** Opening TASK MATERIAL block **
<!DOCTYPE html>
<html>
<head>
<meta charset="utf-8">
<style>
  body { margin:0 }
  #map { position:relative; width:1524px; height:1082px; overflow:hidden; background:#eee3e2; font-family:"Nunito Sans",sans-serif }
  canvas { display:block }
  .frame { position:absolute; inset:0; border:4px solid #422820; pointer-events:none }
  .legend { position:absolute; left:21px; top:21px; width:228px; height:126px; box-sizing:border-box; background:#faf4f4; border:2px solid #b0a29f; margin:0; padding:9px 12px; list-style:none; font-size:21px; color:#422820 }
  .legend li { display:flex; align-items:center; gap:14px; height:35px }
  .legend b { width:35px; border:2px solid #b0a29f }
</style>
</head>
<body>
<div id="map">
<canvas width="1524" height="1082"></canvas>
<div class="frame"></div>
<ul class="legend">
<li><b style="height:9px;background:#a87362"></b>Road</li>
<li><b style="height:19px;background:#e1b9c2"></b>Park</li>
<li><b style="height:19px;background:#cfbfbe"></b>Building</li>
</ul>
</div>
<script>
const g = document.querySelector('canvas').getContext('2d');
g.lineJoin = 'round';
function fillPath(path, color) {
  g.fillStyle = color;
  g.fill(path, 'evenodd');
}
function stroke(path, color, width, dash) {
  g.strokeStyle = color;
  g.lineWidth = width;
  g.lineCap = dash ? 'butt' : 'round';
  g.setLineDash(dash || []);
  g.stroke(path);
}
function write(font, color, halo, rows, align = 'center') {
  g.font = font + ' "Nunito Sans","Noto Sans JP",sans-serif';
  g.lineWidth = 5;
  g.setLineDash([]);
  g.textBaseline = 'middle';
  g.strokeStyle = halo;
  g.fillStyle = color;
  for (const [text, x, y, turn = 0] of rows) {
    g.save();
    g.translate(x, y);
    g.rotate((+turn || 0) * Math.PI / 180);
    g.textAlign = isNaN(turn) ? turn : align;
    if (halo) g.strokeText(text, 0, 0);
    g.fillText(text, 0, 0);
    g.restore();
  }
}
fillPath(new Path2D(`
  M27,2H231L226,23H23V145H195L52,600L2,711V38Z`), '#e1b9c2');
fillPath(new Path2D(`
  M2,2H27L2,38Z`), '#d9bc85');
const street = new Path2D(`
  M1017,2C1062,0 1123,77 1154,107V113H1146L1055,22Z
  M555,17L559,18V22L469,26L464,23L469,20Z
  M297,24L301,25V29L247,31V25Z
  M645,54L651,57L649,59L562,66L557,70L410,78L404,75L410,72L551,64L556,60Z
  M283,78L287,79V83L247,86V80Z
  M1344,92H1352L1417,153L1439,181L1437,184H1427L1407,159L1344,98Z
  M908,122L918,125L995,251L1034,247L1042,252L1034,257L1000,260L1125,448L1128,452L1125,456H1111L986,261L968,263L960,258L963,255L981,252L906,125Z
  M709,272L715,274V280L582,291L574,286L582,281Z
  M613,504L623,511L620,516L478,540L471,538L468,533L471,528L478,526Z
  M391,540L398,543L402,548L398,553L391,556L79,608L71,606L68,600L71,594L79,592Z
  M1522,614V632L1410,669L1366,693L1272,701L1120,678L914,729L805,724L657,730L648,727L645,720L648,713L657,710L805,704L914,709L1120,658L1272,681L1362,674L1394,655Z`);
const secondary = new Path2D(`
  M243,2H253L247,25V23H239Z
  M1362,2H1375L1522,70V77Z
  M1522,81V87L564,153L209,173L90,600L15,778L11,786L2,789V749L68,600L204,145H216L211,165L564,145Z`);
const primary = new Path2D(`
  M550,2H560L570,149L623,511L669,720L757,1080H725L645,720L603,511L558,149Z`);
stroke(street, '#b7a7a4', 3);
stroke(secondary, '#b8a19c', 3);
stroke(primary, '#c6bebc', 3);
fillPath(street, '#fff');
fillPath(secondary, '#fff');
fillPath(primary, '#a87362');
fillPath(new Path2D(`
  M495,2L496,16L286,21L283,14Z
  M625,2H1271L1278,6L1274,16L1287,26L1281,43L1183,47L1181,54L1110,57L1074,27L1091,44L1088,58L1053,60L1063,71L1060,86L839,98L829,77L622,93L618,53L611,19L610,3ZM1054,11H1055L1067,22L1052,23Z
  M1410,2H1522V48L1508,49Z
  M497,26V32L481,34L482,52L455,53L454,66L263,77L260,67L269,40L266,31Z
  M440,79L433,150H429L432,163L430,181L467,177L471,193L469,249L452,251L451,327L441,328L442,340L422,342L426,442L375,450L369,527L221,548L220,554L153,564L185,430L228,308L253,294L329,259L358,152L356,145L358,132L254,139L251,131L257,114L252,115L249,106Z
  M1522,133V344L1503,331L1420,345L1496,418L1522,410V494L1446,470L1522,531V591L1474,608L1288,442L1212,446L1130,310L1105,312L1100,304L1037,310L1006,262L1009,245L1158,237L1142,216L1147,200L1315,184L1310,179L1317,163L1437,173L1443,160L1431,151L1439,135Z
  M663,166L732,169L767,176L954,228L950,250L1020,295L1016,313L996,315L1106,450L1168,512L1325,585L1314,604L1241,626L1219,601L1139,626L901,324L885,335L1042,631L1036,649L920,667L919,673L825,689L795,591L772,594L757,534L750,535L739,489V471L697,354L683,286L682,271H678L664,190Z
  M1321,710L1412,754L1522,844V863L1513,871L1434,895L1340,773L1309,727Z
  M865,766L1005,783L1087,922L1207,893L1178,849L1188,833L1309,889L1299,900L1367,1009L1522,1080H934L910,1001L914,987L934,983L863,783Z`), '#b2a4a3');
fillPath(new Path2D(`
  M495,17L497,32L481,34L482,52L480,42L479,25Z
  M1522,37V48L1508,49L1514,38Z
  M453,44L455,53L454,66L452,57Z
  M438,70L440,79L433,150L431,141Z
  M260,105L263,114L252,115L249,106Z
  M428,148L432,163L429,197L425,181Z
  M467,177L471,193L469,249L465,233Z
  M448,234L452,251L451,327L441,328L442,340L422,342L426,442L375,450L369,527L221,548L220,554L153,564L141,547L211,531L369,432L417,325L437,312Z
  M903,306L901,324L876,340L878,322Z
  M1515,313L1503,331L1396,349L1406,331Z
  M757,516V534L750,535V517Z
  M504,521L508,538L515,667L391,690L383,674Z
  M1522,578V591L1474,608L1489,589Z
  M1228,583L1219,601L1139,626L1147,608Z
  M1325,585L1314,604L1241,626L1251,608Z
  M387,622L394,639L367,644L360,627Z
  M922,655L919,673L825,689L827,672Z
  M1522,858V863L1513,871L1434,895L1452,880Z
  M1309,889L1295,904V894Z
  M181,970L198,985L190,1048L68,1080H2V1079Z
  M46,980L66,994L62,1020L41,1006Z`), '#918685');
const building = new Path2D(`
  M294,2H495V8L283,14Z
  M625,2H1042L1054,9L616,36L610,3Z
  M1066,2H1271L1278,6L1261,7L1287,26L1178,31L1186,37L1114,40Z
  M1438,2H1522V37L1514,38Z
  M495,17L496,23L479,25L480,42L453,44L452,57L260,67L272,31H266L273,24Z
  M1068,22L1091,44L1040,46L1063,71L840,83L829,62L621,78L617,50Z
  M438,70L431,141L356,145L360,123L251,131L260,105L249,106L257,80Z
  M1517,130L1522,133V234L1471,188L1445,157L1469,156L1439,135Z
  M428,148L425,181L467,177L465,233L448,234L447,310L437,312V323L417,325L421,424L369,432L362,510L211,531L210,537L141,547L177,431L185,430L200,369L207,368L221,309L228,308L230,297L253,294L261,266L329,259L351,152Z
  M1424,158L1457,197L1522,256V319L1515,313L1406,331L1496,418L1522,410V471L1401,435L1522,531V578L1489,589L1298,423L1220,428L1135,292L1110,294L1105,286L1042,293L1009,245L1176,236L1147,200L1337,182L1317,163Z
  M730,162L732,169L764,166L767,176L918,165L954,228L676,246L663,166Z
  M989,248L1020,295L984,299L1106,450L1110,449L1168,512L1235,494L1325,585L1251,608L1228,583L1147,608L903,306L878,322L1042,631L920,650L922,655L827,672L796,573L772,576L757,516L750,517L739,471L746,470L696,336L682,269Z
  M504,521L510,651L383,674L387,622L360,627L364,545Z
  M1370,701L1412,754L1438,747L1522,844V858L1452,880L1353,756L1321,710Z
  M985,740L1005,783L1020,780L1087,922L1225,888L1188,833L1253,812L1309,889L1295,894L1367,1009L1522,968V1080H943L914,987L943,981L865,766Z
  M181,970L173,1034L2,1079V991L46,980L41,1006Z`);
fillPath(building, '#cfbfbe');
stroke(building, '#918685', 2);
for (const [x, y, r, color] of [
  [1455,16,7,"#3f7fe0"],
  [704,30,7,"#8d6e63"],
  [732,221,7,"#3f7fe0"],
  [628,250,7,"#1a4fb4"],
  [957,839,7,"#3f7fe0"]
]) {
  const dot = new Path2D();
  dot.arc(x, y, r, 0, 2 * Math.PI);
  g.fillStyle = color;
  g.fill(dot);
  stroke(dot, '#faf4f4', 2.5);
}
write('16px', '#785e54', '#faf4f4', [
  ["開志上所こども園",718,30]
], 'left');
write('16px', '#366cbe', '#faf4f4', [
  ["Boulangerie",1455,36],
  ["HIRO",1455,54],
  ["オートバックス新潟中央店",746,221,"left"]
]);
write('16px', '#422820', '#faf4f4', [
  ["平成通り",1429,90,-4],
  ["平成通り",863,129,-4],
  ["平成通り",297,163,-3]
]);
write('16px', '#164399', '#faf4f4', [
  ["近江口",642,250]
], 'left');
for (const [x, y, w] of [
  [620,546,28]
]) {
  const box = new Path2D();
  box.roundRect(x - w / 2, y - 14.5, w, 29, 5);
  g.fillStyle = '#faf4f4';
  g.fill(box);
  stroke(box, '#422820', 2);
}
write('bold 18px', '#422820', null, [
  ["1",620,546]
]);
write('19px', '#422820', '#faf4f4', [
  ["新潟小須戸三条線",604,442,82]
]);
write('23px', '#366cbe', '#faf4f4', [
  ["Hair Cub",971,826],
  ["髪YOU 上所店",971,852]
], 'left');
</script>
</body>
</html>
** Closing TASK MATERIAL block **
• YOUR OBJECTIVE: Taking the material above as a whole, how many of its lines contain "Math"? The reply should be that number alone.

• TASK OUTPUT: 2